Background: Neonatal sepsis (NS) remains one of the leading causes of mortality
among newborns. This study found the deregulated microRNA-96 (miR-96) in NS neonates, and
aimed to evaluate the clinical significance of miR-96, as well as its effect on LPS-induced
inflammatory response in monocytes. In addition, the relationship of interleukin-16 (IL-16) and
miR-96 was investigated to understand the underlying mechanisms.
Methods: Expression of miR-96 was examined using real-time quantitative PCR. Monocytes
stimulated by LPS was used to mimic excessive inflammation in the pathogenesis of NS. The
enzyme-linked immunosorbent assay was applied to evaluate pro-inflammatory cytokine levels. A
luciferase reporter assay was used to confirm the interaction between miR-96 and IL-16.

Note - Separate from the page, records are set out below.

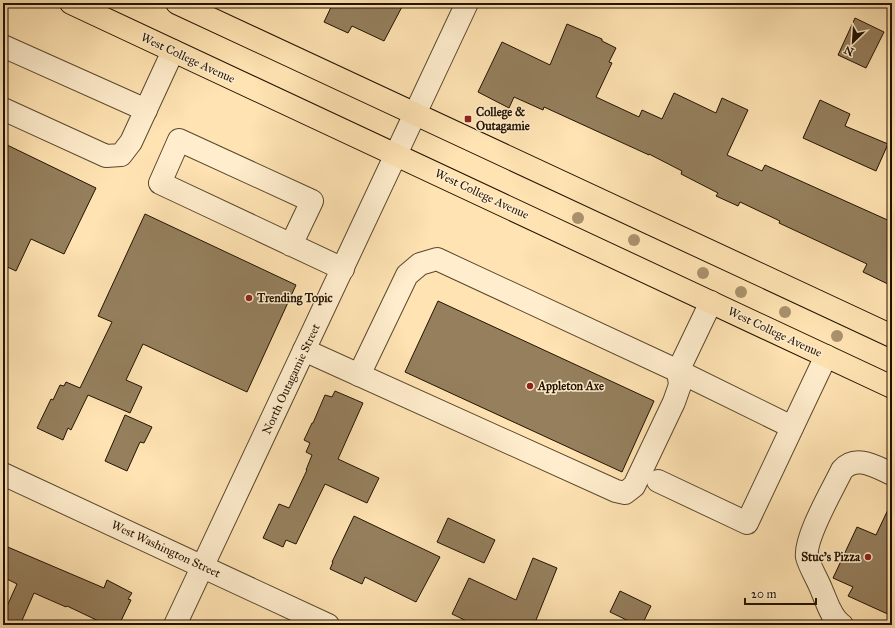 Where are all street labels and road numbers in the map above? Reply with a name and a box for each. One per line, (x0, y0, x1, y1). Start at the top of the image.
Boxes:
street label: West College Avenue (138, 30, 237, 87)
street label: West College Avenue (432, 166, 531, 223)
street label: West College Avenue (725, 304, 824, 361)
street label: North Outagamie Street (259, 321, 324, 437)
street label: West Washington Street (109, 518, 223, 582) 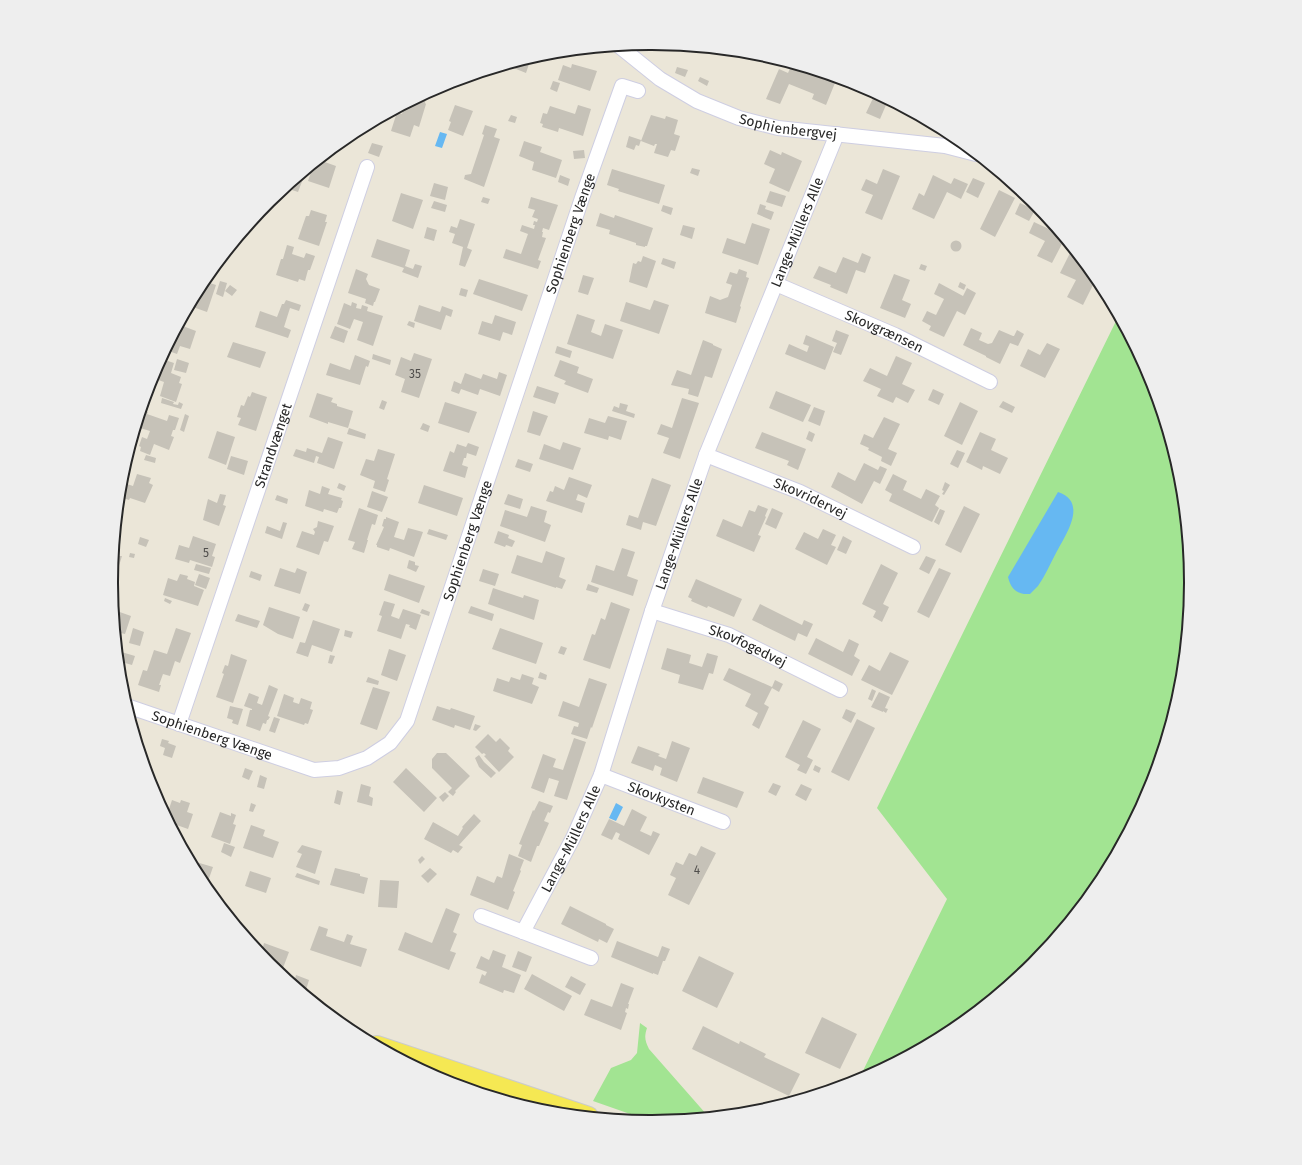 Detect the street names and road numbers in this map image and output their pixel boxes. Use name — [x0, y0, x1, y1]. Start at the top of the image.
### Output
street label: Sophienbergvej — [737, 110, 838, 143]
street label: Sophienberg Vænge — [543, 171, 599, 296]
street label: Lange-Müllers Alle — [767, 175, 827, 290]
street label: Skovgrænsen — [842, 307, 926, 357]
street label: Strandvænget — [251, 400, 296, 490]
street label: Skovridervej — [771, 474, 850, 523]
street label: Lange-Müllers Alle — [652, 476, 706, 592]
street label: Sophienberg Vænge — [440, 478, 496, 603]
street label: Skovfogedvej — [707, 621, 789, 671]
street label: Sophienberg Vænge — [149, 707, 275, 764]
street label: Skovkysten — [625, 778, 698, 820]
street label: Lange-Müllers Alle — [538, 783, 604, 895] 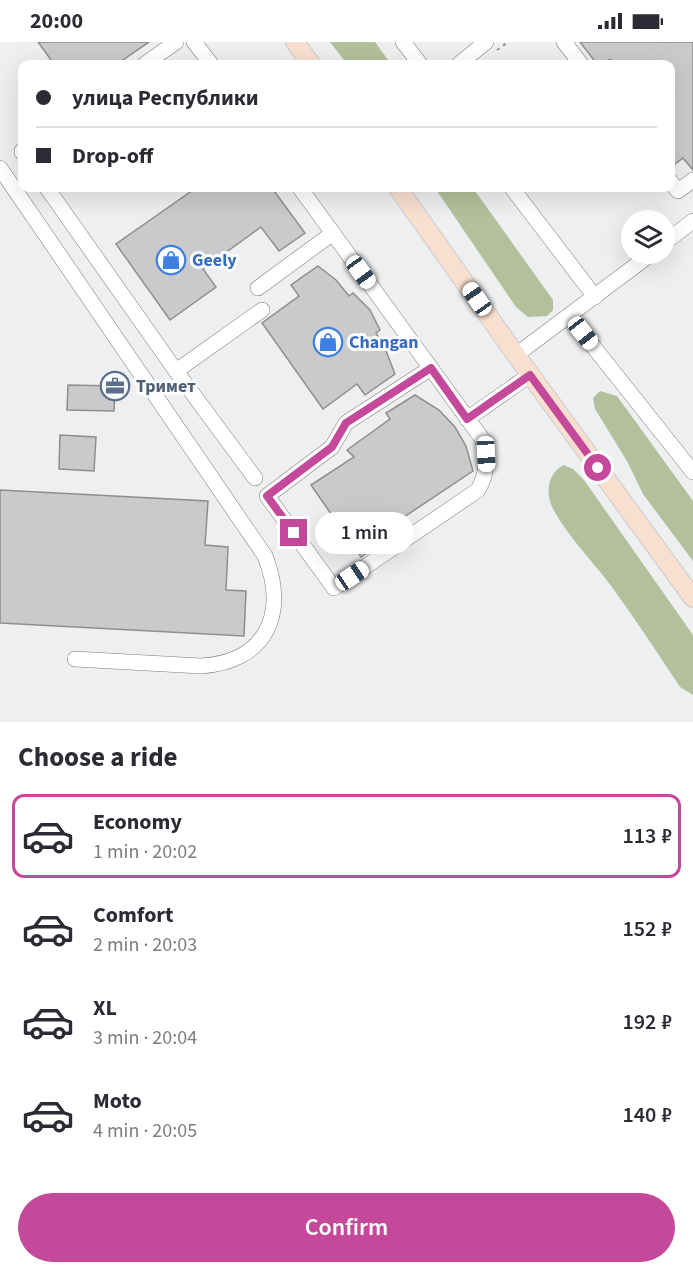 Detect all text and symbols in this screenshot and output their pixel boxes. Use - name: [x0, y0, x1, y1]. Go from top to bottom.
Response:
- text: 20:00: [30, 5, 83, 37]
- text: улица Республики: [72, 82, 259, 114]
- text: Drop-off: [72, 140, 153, 172]
- map controls: [621, 210, 675, 264]
- button: layers: [621, 210, 675, 264]
- shop icon: Geely: [155, 244, 187, 276]
- place label: Geely: [192, 248, 237, 273]
- car: [343, 252, 379, 292]
- car: [459, 279, 495, 319]
- car: [565, 313, 601, 353]
- shop icon: Changan: [312, 326, 344, 358]
- place label: Changan: [349, 330, 419, 355]
- office icon: Тримет: [99, 370, 131, 402]
- place label: Тримет: [136, 374, 196, 399]
- car: [476, 436, 496, 472]
- route start: [584, 454, 611, 481]
- callout: 1 min: [315, 512, 414, 554]
- route end: [280, 519, 307, 546]
- text: 1 min: [341, 519, 388, 547]
- car: [332, 558, 372, 594]
- text: Choose a ride: [18, 738, 178, 777]
- text: Economy: [93, 806, 182, 838]
- icon: car: [21, 809, 75, 863]
- text: 113 ₽: [622, 820, 672, 852]
- text: 1 min · 20:02: [93, 838, 197, 866]
- text: Comfort: [93, 899, 174, 931]
- icon: car: [21, 902, 75, 956]
- text: 152 ₽: [622, 913, 672, 945]
- text: 2 min · 20:03: [93, 931, 197, 959]
- text: XL: [93, 992, 117, 1024]
- icon: car: [21, 995, 75, 1049]
- text: 192 ₽: [622, 1006, 672, 1038]
- text: 3 min · 20:04: [93, 1024, 197, 1052]
- text: Moto: [93, 1085, 142, 1117]
- icon: car: [21, 1088, 75, 1142]
- text: 140 ₽: [622, 1099, 672, 1131]
- text: 4 min · 20:05: [93, 1117, 197, 1145]
- button: Confirm: [18, 1193, 675, 1262] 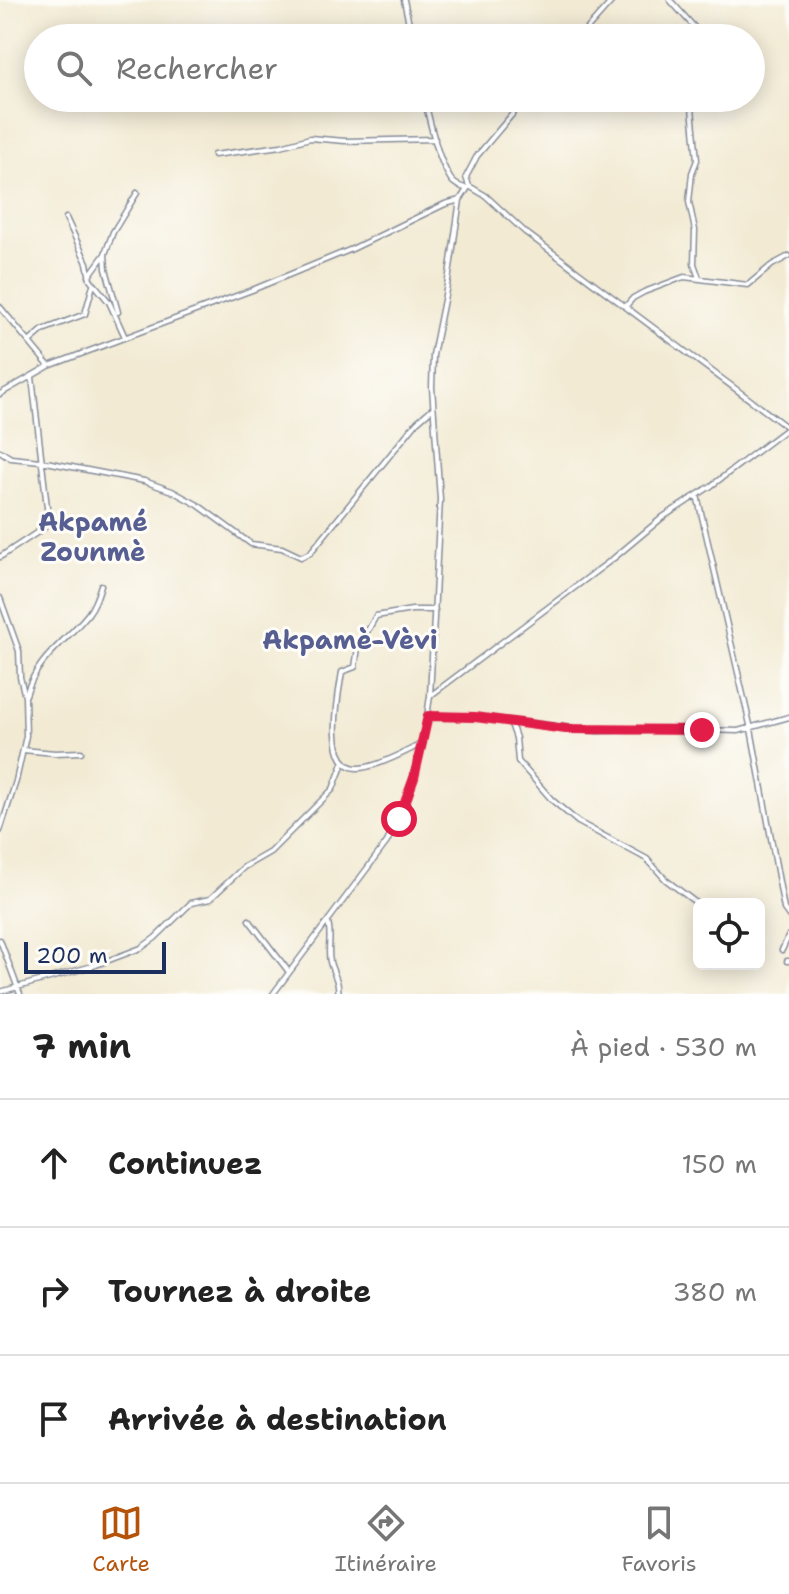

Results: Serum miR-96 expression was decreased in NS newborns and had considerable diagnostic
value for NS screening. LPS inhibited miR-96 expression in monocytes, and the overexpression of
miR-96 could reverse the effects of LPS on the inflammation of monocytes. IL-16 was a target
gene of miR-96 and negatively correlated with miR-96 levels in NS neonates. The inhibited
inflammatory responses induced by miR-96 overexpression was abolished by the elevated IL-16 in
Conclusion: All the data reveal that serum decreased miR-96 may serve as a candidate noninvasive
biomarker for NS diagnosis. In addition, miR-96 inhibits LPS-induced inflammatory
responses by targeting IL-16 in monocytes. The miR-96/IL-16 axis may provide novel therapeutic
targets for NS treatment.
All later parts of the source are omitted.